_Data provided_.
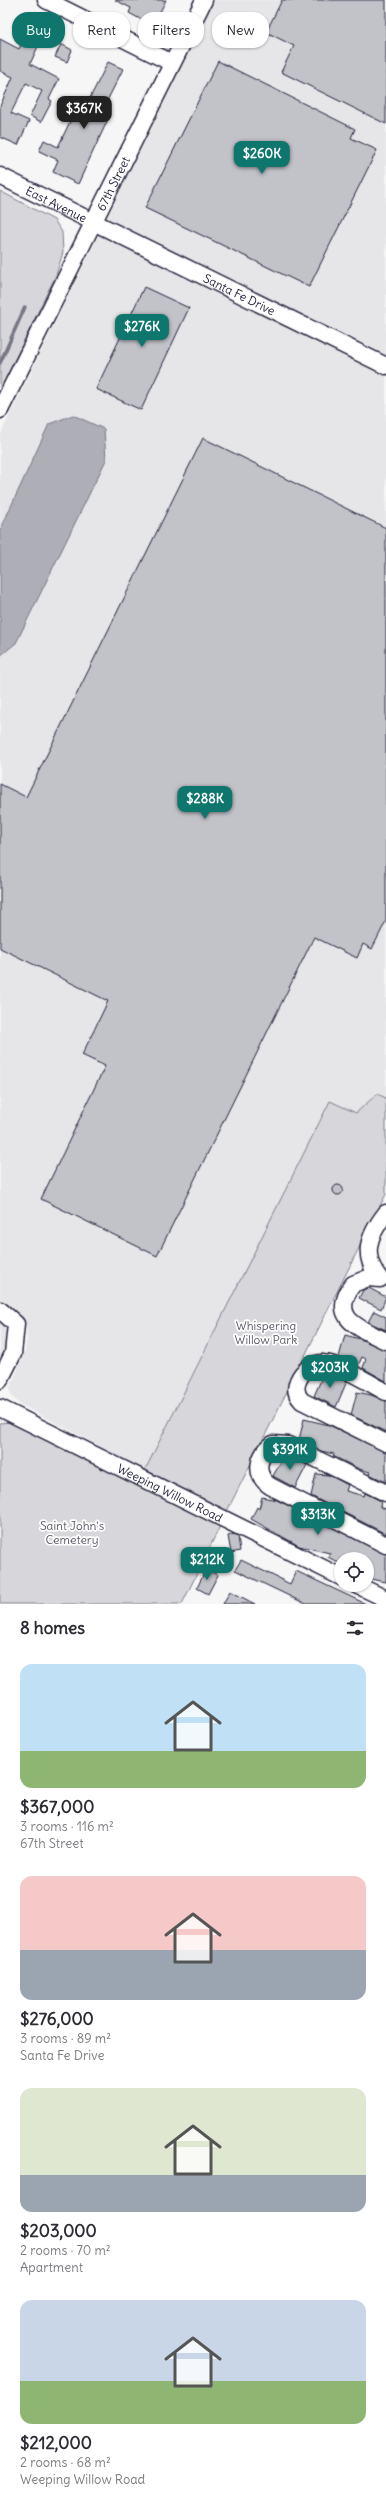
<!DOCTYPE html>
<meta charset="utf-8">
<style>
body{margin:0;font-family:Delius,sans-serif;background:#f7f7f7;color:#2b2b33;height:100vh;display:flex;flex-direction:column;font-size:15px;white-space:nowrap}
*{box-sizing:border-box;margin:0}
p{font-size:13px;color:#7c7c81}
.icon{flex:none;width:22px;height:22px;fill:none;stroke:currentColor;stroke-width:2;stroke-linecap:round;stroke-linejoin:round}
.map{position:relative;height:1604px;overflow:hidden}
.details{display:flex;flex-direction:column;background:#fff;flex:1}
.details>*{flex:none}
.guide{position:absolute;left:12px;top:12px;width:362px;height:36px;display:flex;gap:8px}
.buttons{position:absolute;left:334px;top:1552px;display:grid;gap:8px}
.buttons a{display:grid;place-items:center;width:40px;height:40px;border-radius:50%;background:#fff;box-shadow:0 1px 3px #0004;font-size:20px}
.price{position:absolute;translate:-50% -34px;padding:0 9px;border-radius:8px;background:#0f766e;color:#fff;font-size:13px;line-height:26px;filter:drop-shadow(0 1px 2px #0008)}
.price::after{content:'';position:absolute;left:50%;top:24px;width:12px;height:9px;margin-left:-6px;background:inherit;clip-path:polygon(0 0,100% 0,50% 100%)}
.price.selected{background:#222;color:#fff}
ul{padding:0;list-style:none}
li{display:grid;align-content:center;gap:8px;height:212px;padding:0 20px}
li span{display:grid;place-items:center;height:124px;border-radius:12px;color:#555}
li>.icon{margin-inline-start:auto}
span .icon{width:72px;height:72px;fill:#fffc;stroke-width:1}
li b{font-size:17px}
h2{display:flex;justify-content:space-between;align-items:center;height:48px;padding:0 20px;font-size:17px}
.chip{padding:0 14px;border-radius:16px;background:#fff;box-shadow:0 1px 3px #0004;font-size:14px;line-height:36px}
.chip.selected{background:#0f766e;color:#fff}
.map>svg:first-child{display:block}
</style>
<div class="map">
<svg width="386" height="1604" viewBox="0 0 386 1604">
<rect width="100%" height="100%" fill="#f6f6f7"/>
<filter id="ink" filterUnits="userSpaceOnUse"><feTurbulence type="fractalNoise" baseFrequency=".025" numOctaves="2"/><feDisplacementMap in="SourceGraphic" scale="8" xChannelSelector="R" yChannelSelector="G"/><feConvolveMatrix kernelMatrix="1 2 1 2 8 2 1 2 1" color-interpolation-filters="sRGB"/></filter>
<g filter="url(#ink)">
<!-- built -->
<g fill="#e6e6e9">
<polygon points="214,0 386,0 386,1128 330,1101 145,1470 18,1403 11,1395 10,1388 25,1351 27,1339 26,1325 20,1314 0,1300 0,435"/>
<polygon points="0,1315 12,1327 0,1372"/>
</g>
<!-- green -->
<g fill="#d7d7db" stroke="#7c7c8b">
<polygon points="0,191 54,220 62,232 63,252 56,275 0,390"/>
<polygon points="377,1094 386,1098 386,1194 227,1511 145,1470 330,1101 356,1113"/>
<polygon points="10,1422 221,1524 182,1604 0,1604 0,1423"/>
</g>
<!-- water -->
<polygon fill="#aeaeb7" stroke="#767685" points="73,415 104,429 106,460 16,643 0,656 0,530 49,424"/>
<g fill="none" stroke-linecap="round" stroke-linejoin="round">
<!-- stream -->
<polyline stroke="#767685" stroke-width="3.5" points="0,363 25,307"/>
</g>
<!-- building -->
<g fill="#c2c2c9" stroke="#22223b">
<polygon points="115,0 166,0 153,26 129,13 131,8"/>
<polygon points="282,0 386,0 386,124 281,72 294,46 266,32"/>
<polygon points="30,24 45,31 30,64 59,79 49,99 52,101 41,122 30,116 42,91 26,83 11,113 29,121 18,145 0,137 0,106 13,77 0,71 0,39 19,49"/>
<polygon points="61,44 72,50 67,62 55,57"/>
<polygon points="218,61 355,129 351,138 377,150 309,287 145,208"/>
<polygon points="108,62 123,69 102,111 110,115 78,184 53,172 58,160 39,151 44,140 58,147 80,100 87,104"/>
<polygon points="144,287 189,308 141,410 96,389"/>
<polygon points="203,438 386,528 386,921 372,949 363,944 357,958 314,937 157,1256 41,1199 105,1066 82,1055 108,1001 0,948 0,784 26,797"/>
<circle cx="338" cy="1190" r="5"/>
<polygon points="369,1288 386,1297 381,1309 359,1298 363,1290"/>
<polygon points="374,1311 386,1317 386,1330 368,1322"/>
<polygon points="345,1335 360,1339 386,1350 386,1381 363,1368 366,1359 362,1357 358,1366 339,1357"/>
<polygon points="324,1373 347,1381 336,1407 314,1396"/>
<polygon points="357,1392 371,1395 386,1401 386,1432 351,1415"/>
<polygon points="304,1419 329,1425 386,1452 386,1482 369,1474 370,1472 359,1469 333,1456 334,1454 321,1451 299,1440"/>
<polygon points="285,1454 307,1465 295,1488 273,1476"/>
<polygon points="316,1474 329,1475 348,1485 346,1491 364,1496 365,1493 381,1501 380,1507 386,1509 386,1534 311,1496"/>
<polygon points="262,1497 277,1500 386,1554 386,1582 367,1578 367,1559 341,1559 341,1564 328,1557 330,1553 299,1546 251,1519 257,1507 259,1509"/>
<polygon points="234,1534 238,1536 240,1551 231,1553 228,1536"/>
<polygon points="241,1560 290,1584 296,1571 366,1604 306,1604 235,1570"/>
<polygon points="206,1569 218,1575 208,1594 197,1588"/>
<polygon points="230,1591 255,1604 223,1604"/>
</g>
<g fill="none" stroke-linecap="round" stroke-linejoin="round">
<defs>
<g id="minor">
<polyline points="46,0 172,63"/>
<path id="s1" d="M0 176 386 366"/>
<path id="s2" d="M0 410 204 0"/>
<path d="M386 1213C368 1236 361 1255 380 1279L368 1278 353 1284C328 1319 360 1328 386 1341"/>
<polyline points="0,1310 16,1324 13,1354 0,1380"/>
<path d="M386 1392C373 1385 337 1363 324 1363 313 1362 302 1371 298 1381 295 1388 296 1395 302 1401L386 1443"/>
<path id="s3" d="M0 1408 341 1577"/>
<path d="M386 1493 288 1445 273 1444C258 1455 253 1474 270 1486L386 1545"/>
<polyline points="357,1585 386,1599"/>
</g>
</defs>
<!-- minor casing -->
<use href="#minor" stroke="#22223b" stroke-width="19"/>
<!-- minor -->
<use href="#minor" stroke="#fff" stroke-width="16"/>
</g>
</g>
<g text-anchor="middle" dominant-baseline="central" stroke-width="3.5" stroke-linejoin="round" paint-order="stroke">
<!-- street labels -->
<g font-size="12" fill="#22223b" stroke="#fff">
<text stroke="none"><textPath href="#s2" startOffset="253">67th Street</textPath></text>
<text stroke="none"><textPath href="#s1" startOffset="63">East Avenue</textPath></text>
<text stroke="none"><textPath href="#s1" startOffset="267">Santa Fe Drive</textPath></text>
<text stroke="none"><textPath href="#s3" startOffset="190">Weeping Willow Road</textPath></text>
</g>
<!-- park labels -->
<g font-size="12" fill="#58586b" stroke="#fff">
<text x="266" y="1325">Whispering<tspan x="266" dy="14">Willow Park</tspan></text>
<text x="72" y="1525">Saint John's<tspan x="72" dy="14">Cemetery</tspan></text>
</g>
</g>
</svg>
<div class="buttons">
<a><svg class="icon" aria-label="locate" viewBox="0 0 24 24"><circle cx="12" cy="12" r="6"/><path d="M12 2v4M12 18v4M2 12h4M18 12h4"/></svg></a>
</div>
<b class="price selected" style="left:84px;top:130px">$367K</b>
<b class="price" style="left:262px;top:175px">$260K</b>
<b class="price" style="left:142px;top:348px">$276K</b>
<b class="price" style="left:205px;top:820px">$288K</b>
<b class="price" style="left:330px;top:1389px">$203K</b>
<b class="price" style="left:290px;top:1471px">$391K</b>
<b class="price" style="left:318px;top:1536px">$313K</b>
<b class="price" style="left:207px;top:1581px">$212K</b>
<div class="guide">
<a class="chip selected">Buy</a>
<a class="chip">Rent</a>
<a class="chip">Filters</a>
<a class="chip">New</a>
</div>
</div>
<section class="details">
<h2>8 homes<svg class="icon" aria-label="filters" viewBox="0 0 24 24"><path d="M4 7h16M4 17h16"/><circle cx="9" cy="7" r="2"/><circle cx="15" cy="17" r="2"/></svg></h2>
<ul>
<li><span style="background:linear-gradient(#bfe0f5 70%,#8fb573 0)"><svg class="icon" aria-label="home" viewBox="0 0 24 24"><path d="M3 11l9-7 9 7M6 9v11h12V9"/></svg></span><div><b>$367,000</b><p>3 rooms · 116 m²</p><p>67th Street</p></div></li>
<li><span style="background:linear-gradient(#f6c9c9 60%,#9aa5b1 0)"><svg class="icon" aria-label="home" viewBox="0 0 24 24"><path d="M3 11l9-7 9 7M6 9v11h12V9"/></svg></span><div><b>$276,000</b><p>3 rooms · 89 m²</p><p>Santa Fe Drive</p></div></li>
<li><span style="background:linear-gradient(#dfe7d0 70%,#9aa5b1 0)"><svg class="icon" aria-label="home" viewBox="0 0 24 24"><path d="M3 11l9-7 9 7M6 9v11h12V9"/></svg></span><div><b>$203,000</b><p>2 rooms · 70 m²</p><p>Apartment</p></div></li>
<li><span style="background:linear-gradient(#c9d6e8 65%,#8fb573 0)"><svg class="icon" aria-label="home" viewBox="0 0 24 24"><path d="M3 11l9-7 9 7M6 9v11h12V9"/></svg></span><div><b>$212,000</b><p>2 rooms · 68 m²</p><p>Weeping Willow Road</p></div></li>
</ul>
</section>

_Problem description_. Filter the listing above for lines with the word "buttons", and copy each one you find.

_Expected answer_.
.buttons{position:absolute;left:334px;top:1552px;display:grid;gap:8px}
.buttons a{display:grid;place-items:center;width:40px;height:40px;border-radius:50%;background:#fff;box-shadow:0 1px 3px #0004;font-size:20px}
<div class="buttons">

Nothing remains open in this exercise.